WHAT IS BEING ASKED:
Each line that has the string "lines" must be copied from the records below.
═════ DATA FOR THIS TASK ═════
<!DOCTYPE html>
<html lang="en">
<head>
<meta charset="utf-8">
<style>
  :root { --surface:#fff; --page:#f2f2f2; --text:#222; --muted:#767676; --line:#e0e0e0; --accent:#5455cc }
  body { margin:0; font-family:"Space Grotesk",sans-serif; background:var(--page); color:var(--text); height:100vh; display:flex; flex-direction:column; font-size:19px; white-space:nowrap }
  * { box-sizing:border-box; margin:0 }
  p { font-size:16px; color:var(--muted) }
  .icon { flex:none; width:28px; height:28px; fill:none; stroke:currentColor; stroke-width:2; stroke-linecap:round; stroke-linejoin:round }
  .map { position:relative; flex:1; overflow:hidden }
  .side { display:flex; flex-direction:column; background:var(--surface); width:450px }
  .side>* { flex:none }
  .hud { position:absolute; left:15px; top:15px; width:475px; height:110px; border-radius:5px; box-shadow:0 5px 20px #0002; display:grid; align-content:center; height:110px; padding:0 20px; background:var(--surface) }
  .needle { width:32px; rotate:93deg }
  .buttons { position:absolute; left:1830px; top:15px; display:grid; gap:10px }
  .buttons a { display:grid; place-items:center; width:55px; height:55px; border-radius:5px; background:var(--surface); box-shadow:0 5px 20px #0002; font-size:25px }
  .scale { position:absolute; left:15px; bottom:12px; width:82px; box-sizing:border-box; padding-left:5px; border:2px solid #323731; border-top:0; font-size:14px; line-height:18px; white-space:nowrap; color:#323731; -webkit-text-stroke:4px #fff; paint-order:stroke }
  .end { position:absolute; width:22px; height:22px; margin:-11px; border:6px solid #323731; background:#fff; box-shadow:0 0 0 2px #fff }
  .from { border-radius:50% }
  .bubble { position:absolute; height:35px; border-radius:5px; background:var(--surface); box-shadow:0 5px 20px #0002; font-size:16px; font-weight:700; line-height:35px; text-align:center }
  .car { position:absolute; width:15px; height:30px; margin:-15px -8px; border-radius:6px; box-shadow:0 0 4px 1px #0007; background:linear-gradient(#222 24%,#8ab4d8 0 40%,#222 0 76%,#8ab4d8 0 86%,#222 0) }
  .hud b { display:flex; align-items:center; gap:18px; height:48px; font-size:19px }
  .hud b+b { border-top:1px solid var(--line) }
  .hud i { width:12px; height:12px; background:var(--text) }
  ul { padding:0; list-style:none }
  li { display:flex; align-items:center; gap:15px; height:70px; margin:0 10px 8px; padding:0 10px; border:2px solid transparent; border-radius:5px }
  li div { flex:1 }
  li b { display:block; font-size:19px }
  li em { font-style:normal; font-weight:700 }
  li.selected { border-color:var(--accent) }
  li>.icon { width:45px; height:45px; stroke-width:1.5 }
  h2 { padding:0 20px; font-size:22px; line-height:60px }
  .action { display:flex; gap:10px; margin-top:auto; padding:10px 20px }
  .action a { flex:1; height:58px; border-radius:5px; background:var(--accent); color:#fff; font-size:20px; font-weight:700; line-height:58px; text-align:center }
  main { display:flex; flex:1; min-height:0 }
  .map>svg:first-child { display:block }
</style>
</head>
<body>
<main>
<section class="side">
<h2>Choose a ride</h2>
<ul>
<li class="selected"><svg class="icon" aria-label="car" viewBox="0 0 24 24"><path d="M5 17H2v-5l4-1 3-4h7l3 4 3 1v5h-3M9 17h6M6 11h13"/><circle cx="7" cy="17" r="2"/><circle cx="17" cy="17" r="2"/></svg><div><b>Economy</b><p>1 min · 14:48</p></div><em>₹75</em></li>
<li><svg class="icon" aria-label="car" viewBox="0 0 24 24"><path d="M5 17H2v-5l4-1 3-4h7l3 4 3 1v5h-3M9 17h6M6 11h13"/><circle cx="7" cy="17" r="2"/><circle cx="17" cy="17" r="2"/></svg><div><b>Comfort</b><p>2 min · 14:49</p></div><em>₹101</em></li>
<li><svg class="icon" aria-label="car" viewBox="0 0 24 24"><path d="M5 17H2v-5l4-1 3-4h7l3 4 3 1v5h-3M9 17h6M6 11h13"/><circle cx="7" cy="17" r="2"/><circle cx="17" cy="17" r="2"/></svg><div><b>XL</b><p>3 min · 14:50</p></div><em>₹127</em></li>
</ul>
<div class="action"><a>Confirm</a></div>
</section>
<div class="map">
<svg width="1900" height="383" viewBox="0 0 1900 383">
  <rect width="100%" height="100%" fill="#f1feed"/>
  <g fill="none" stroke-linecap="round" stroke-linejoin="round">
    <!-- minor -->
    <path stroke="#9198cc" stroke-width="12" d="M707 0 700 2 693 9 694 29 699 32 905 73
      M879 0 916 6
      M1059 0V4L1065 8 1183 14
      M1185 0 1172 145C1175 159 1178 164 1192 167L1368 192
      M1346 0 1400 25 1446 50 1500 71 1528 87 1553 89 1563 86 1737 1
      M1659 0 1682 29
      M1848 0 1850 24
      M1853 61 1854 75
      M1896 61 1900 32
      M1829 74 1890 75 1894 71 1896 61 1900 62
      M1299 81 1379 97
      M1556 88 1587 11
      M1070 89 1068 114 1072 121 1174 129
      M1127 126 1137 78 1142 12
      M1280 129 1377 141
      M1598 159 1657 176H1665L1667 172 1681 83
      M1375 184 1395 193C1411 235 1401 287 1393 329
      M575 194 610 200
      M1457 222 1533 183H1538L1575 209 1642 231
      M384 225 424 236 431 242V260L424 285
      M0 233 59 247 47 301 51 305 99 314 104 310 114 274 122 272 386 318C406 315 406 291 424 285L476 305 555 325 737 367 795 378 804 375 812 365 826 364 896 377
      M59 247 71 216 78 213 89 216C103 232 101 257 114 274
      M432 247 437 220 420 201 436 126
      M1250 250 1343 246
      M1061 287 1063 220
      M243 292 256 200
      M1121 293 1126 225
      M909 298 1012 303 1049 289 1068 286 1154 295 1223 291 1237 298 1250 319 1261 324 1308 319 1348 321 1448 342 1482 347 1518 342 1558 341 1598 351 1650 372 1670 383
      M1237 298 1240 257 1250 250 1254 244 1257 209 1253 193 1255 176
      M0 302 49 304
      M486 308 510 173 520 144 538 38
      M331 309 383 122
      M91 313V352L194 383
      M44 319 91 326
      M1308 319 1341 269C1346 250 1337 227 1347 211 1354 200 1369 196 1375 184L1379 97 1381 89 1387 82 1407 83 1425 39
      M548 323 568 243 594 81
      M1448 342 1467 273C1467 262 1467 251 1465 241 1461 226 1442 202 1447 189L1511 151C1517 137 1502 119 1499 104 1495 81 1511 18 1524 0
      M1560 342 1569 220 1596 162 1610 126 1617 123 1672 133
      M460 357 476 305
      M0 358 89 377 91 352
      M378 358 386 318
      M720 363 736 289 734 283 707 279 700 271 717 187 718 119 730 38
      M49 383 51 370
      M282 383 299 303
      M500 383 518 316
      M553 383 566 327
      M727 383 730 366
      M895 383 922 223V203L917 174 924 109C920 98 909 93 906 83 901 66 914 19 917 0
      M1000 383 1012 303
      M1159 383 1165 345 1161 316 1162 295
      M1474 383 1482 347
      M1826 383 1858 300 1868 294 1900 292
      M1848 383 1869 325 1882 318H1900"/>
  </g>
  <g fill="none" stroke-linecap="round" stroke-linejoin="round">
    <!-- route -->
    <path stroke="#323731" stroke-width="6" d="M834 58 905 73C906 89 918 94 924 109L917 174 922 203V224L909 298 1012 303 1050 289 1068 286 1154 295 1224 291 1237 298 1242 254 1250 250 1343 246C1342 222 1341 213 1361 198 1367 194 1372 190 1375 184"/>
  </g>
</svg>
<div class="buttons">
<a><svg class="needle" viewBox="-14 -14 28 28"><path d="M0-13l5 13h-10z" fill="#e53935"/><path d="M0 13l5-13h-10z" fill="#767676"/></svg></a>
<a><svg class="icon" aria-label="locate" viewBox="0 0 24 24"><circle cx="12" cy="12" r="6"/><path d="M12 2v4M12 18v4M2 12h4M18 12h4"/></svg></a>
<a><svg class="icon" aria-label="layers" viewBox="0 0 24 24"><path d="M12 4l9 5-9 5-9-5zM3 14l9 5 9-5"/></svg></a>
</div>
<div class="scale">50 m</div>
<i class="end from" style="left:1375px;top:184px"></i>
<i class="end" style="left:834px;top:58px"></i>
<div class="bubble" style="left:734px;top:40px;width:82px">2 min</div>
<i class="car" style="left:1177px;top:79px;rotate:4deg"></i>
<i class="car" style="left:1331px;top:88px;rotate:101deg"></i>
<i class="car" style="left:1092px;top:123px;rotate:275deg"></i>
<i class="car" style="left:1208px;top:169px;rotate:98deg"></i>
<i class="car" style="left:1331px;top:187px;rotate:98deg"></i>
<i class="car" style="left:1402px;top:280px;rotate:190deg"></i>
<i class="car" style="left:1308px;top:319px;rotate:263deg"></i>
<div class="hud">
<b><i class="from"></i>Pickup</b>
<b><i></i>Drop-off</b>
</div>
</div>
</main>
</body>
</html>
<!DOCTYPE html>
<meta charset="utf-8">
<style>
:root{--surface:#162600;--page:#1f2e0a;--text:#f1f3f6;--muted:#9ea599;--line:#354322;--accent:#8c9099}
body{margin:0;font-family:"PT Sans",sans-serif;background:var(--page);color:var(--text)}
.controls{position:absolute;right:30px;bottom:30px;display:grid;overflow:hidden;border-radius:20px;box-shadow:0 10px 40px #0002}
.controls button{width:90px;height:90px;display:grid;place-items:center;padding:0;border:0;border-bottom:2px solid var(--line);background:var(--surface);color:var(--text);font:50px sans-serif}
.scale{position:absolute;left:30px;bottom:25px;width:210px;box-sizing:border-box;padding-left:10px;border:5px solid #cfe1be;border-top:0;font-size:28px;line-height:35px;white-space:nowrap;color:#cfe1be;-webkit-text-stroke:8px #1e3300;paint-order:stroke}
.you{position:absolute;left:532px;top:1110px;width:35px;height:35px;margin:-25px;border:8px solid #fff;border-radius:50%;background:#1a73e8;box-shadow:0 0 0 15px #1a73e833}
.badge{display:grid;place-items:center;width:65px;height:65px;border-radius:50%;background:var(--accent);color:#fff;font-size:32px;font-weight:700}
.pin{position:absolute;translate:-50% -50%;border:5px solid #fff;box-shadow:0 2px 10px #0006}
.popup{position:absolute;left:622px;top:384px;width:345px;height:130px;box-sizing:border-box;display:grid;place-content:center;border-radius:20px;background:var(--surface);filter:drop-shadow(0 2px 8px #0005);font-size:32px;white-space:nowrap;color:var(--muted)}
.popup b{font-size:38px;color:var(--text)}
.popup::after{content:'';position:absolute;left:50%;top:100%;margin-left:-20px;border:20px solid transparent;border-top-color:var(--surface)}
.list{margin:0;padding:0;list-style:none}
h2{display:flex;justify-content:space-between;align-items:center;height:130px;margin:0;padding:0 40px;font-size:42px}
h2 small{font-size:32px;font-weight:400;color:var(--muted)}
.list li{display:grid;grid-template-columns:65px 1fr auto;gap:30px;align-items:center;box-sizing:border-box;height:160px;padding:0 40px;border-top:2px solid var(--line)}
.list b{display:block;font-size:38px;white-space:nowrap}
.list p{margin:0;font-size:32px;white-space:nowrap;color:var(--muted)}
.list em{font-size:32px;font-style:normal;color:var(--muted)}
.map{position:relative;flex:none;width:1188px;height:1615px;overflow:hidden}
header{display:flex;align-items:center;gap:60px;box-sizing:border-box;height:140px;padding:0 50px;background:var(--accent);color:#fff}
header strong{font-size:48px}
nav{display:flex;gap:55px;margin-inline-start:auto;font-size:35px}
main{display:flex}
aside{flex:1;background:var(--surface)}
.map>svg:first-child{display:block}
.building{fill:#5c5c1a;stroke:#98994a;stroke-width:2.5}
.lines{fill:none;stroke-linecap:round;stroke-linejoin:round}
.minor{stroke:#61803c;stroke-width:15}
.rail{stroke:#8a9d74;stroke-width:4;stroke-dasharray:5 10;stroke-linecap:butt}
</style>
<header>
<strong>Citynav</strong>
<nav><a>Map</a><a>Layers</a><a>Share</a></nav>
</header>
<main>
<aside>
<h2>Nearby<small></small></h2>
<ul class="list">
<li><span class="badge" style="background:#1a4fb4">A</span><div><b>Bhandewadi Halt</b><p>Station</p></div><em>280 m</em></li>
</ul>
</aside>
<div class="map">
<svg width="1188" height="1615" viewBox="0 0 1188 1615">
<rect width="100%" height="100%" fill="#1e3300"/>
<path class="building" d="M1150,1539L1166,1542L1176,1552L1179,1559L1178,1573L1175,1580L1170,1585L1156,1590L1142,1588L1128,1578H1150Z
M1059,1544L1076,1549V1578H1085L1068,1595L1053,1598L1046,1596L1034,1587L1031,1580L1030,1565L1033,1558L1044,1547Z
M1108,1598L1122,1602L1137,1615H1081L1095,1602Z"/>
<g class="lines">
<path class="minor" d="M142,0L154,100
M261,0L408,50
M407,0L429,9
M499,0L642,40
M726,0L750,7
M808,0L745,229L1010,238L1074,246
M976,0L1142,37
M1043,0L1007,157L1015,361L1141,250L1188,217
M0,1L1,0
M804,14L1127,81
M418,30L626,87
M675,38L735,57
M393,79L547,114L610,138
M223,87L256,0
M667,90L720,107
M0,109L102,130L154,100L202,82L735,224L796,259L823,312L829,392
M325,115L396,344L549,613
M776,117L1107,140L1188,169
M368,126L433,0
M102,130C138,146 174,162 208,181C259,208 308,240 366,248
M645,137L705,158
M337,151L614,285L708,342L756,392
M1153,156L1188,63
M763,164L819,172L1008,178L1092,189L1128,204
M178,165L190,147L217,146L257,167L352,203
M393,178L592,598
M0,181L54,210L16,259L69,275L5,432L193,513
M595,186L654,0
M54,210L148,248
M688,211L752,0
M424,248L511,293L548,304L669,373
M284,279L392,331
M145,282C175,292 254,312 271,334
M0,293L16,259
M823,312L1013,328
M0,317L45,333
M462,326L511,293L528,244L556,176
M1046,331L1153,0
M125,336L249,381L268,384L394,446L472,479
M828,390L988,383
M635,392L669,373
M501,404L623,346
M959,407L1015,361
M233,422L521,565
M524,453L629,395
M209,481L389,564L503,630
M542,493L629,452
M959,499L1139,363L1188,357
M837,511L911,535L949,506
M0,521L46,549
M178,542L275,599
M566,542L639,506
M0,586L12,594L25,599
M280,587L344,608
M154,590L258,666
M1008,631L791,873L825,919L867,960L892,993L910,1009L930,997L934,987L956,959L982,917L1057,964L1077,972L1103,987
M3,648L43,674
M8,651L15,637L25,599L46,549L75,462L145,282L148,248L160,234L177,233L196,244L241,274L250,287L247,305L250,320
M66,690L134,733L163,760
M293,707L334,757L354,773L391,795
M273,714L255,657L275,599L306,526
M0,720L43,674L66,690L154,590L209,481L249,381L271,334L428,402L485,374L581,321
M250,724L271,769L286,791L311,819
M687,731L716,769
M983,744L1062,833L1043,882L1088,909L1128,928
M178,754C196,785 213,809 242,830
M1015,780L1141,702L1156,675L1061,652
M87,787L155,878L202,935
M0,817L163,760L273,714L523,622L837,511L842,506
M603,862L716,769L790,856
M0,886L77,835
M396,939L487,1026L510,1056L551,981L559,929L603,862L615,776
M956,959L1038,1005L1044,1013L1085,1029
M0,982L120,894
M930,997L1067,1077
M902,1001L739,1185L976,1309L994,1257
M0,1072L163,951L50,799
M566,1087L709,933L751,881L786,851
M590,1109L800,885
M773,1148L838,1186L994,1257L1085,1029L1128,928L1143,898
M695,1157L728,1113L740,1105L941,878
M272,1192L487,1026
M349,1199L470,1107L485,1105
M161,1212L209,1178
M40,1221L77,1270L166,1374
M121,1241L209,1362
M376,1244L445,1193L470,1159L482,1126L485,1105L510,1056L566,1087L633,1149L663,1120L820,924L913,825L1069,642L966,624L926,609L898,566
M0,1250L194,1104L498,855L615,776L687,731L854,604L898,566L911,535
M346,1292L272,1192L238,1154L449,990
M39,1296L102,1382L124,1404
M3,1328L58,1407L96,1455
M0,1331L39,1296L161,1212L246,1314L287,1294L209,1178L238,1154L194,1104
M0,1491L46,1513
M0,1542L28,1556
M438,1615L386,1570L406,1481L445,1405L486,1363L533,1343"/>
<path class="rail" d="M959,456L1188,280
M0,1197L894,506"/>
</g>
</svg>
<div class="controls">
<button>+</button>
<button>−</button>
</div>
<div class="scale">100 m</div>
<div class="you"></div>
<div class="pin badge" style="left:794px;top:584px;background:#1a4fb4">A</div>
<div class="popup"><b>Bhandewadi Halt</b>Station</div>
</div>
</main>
═════
REPLY:
.lines{fill:none;stroke-linecap:round;stroke-linejoin:round}
<g class="lines">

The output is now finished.